## Exercise details
Records follow. Pull out every line that contains "they".

Recorded data

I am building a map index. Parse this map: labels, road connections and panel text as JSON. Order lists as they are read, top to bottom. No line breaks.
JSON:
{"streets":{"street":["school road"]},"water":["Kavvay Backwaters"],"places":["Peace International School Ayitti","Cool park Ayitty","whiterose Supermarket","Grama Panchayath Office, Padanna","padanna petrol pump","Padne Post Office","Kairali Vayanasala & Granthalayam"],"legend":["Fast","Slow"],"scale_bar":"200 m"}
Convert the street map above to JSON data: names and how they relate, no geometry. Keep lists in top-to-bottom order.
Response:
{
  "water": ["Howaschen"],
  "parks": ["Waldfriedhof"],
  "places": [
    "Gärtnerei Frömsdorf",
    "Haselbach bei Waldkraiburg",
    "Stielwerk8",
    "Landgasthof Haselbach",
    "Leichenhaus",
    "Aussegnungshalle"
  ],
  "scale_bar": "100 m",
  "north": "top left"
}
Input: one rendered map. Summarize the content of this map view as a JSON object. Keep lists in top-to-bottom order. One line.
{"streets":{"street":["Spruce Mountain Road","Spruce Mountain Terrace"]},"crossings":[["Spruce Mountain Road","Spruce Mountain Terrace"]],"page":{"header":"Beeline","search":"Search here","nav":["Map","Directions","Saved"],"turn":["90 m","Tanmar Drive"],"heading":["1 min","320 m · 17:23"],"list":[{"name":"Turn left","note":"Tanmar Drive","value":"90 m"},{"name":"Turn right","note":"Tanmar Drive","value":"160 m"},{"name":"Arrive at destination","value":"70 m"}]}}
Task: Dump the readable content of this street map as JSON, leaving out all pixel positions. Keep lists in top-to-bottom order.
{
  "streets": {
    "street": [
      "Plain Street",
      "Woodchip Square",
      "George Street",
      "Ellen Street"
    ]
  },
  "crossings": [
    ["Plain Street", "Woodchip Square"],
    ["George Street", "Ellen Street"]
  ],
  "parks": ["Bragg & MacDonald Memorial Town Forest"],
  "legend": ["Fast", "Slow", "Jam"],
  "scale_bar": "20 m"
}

## Answer
I am building a map index. Parse this map: labels, road connections and panel text as JSON. Order lists as they are read, top to bottom. No line breaks.
Convert the street map above to JSON data: names and how they relate, no geometry. Keep lists in top-to-bottom order.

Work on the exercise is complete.